(Items listed in a dataset)
· · · · · · ·
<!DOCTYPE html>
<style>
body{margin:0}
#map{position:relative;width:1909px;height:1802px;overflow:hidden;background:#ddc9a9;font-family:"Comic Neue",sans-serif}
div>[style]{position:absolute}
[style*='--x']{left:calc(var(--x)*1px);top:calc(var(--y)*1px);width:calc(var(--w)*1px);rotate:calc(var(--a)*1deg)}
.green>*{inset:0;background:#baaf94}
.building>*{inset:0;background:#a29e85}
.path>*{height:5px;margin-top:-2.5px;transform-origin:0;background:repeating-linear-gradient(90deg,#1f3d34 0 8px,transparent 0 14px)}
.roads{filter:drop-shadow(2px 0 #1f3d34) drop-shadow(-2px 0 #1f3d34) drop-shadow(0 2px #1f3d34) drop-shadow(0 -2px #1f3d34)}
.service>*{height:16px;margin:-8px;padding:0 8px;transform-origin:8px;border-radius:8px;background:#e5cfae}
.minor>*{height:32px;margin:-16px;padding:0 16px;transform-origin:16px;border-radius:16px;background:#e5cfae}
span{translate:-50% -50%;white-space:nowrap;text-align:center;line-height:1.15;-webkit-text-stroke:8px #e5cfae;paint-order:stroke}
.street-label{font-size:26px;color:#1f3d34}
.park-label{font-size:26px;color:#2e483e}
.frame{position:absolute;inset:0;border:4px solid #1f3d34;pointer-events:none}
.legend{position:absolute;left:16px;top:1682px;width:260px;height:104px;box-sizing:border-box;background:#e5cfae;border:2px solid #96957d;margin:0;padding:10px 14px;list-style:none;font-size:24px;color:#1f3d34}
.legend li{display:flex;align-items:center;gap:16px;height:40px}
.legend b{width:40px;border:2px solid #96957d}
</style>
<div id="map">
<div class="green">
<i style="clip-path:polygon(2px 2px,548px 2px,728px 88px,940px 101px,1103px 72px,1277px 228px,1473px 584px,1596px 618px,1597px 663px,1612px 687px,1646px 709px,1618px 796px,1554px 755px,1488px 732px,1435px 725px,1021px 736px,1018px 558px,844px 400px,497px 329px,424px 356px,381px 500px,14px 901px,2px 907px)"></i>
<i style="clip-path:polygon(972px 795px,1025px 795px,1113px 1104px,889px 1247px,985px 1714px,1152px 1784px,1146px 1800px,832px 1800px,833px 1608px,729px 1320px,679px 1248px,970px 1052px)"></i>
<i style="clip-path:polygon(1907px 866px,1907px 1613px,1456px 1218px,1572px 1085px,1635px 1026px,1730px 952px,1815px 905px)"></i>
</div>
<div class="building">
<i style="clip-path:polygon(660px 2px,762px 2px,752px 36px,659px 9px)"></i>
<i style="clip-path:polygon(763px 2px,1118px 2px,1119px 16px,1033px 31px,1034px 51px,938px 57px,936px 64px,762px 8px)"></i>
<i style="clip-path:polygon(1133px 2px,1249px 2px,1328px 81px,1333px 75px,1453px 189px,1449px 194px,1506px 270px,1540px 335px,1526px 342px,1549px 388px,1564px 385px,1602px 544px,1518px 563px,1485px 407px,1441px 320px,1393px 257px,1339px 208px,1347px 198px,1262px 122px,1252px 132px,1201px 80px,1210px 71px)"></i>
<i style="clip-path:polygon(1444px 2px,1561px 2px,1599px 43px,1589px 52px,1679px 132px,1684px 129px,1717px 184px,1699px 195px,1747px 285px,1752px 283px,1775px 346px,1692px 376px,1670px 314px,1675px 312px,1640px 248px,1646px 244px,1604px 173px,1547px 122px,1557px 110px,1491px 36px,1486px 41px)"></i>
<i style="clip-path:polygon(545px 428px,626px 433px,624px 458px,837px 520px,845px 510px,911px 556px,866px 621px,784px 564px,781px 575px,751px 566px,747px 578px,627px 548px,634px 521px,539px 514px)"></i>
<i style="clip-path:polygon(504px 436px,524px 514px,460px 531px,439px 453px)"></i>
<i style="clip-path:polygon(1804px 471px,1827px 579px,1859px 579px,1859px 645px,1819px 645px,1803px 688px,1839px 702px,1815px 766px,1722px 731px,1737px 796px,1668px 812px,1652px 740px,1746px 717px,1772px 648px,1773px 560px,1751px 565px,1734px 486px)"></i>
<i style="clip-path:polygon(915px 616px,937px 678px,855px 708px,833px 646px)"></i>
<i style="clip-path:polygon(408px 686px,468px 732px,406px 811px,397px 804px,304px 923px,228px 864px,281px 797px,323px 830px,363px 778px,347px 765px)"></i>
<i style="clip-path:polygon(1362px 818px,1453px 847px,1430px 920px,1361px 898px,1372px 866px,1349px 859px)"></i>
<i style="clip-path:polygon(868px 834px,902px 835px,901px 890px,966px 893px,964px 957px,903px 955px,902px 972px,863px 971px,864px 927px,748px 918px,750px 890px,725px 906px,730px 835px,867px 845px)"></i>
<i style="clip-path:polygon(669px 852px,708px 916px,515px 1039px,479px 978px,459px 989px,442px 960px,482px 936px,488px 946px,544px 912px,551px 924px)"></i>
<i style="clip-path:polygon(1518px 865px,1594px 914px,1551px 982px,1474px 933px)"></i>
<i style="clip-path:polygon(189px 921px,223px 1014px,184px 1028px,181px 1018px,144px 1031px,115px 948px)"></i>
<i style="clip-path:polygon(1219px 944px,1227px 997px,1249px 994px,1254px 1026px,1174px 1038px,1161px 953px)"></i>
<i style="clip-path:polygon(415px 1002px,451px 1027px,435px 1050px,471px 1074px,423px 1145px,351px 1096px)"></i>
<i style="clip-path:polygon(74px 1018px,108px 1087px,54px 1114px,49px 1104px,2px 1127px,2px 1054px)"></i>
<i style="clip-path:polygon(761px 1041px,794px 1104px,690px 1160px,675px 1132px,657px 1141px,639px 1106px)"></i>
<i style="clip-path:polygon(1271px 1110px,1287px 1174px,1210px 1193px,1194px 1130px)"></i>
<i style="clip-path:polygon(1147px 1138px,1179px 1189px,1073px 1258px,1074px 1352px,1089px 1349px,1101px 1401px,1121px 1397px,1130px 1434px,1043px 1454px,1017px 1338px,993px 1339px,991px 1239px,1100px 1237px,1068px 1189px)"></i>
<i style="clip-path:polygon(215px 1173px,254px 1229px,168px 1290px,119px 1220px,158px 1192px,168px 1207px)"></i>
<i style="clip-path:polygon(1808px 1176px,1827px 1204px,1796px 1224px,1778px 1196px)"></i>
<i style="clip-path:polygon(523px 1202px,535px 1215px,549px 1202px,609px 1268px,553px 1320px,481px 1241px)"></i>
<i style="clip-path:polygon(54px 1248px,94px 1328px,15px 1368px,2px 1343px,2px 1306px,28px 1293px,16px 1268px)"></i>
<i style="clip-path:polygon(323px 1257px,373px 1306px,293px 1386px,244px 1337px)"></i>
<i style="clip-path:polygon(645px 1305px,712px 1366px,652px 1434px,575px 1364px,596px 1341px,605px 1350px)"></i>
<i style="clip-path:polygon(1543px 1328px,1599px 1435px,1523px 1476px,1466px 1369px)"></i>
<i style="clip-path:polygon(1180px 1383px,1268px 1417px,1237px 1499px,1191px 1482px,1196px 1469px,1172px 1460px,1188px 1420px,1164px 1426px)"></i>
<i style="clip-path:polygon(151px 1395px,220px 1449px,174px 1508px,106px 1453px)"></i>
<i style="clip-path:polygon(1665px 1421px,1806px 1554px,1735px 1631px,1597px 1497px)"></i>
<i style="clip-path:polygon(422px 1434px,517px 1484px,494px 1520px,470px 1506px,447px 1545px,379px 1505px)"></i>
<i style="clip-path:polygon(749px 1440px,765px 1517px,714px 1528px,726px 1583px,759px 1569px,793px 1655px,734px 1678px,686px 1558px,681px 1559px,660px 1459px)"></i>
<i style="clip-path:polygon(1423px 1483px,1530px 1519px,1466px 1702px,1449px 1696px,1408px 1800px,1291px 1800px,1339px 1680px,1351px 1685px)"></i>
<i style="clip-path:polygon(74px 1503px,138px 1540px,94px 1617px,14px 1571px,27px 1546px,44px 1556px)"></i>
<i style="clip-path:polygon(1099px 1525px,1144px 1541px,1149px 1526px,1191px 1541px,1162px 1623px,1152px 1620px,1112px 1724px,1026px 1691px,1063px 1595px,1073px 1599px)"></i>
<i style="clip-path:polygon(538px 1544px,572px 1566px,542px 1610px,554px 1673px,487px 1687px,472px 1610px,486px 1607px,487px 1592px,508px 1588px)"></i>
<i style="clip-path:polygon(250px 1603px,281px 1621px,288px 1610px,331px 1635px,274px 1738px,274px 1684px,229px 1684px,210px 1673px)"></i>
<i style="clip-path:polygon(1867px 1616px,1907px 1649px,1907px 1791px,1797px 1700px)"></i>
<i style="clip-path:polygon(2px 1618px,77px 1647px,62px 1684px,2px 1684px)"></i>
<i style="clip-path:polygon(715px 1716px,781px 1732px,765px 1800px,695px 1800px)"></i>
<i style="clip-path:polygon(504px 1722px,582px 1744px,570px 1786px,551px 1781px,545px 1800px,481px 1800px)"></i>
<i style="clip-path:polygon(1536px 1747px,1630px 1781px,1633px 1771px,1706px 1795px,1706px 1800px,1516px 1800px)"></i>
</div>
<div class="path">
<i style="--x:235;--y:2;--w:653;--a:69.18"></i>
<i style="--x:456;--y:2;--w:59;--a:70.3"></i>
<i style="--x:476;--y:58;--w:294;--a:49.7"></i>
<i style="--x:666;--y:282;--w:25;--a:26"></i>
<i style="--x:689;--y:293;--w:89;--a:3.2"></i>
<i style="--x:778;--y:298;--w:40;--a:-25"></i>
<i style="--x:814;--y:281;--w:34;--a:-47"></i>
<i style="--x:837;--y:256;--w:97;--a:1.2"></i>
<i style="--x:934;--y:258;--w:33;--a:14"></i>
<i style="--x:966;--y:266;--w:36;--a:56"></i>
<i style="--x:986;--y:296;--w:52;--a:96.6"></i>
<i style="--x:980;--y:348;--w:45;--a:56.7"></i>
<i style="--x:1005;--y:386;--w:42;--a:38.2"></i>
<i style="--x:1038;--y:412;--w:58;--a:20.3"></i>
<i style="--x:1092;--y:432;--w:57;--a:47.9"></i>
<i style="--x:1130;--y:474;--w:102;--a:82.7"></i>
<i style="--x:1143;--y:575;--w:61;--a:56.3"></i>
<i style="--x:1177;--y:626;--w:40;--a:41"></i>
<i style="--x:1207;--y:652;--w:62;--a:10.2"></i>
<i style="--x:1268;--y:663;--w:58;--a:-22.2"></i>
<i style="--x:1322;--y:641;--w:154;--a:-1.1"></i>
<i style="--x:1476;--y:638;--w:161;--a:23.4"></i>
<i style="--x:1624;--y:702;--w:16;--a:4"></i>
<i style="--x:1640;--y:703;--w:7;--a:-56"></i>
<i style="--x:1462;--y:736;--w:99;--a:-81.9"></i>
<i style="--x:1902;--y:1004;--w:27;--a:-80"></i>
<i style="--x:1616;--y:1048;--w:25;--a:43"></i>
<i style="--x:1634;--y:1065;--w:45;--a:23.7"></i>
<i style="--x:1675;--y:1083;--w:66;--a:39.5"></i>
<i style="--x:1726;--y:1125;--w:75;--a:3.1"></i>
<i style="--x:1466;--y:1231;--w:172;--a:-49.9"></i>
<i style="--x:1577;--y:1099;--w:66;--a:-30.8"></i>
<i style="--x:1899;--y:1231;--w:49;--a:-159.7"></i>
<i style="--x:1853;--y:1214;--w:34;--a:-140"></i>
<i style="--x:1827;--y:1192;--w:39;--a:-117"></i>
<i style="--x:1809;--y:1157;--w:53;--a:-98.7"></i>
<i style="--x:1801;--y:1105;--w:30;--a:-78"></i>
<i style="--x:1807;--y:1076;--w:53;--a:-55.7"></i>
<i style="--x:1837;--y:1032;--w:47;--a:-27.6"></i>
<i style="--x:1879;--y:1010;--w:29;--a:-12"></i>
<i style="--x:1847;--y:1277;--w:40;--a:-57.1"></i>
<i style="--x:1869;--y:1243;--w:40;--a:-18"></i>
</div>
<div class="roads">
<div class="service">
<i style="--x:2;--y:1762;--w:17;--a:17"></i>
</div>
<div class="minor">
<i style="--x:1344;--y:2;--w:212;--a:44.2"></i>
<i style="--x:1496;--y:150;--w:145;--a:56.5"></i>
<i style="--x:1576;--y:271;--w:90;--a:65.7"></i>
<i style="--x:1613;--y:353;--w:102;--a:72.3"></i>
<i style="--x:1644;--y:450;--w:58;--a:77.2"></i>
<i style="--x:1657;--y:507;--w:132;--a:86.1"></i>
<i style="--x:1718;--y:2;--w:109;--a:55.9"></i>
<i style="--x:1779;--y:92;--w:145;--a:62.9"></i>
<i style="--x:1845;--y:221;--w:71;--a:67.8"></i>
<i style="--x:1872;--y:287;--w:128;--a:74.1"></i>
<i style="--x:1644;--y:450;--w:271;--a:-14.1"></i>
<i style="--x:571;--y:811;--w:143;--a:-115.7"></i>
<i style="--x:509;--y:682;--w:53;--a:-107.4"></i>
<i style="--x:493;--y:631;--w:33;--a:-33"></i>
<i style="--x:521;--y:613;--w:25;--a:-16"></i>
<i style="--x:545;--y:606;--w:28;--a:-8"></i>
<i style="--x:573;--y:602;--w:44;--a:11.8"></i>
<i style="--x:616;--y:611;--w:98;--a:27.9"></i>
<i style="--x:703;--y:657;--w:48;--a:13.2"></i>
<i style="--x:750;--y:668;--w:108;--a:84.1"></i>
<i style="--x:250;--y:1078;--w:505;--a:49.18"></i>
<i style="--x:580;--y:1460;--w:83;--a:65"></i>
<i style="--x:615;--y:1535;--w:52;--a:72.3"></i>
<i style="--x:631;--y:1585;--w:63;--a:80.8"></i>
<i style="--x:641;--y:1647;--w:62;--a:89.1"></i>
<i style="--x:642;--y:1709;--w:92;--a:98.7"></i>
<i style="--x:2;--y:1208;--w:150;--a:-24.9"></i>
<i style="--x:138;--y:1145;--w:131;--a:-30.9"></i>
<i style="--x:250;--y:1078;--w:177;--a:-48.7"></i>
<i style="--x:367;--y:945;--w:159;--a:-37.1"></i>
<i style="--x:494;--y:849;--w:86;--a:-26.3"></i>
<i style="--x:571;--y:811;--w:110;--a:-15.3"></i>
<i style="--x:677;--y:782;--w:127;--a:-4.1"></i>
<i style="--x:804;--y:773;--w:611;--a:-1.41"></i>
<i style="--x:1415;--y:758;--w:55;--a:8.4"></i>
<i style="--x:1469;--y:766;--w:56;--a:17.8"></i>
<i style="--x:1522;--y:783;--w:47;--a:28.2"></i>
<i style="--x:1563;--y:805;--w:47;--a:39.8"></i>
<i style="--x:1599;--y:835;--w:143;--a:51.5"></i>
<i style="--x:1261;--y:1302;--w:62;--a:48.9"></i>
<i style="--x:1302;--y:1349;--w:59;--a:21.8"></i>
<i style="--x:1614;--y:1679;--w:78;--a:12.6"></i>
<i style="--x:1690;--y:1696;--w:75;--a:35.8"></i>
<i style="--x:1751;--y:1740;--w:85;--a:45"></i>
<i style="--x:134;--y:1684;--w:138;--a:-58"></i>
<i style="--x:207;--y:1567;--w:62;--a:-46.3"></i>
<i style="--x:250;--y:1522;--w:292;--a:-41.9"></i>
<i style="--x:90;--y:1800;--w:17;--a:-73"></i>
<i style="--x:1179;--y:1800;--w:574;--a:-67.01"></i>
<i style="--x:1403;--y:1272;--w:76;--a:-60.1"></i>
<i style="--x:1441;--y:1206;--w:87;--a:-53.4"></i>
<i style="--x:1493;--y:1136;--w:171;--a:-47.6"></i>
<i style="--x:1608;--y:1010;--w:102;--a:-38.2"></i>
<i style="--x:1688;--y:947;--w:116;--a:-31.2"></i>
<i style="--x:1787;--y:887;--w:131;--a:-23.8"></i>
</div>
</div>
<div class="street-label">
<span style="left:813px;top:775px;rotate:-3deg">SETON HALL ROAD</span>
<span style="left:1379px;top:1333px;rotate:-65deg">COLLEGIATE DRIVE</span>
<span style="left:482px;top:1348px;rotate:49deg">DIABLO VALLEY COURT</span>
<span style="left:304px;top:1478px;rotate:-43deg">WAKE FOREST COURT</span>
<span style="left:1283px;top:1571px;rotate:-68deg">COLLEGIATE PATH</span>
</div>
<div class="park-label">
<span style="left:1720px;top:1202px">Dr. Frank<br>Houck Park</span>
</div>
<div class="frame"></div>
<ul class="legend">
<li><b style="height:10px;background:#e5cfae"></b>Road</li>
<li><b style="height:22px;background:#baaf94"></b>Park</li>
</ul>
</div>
· · · · · · ·
**Task requirements:**
Your answer should be all lines from the data that contain "service".

**Problem solution:**
.service>*{height:16px;margin:-8px;padding:0 8px;transform-origin:8px;border-radius:8px;background:#e5cfae}
<div class="service">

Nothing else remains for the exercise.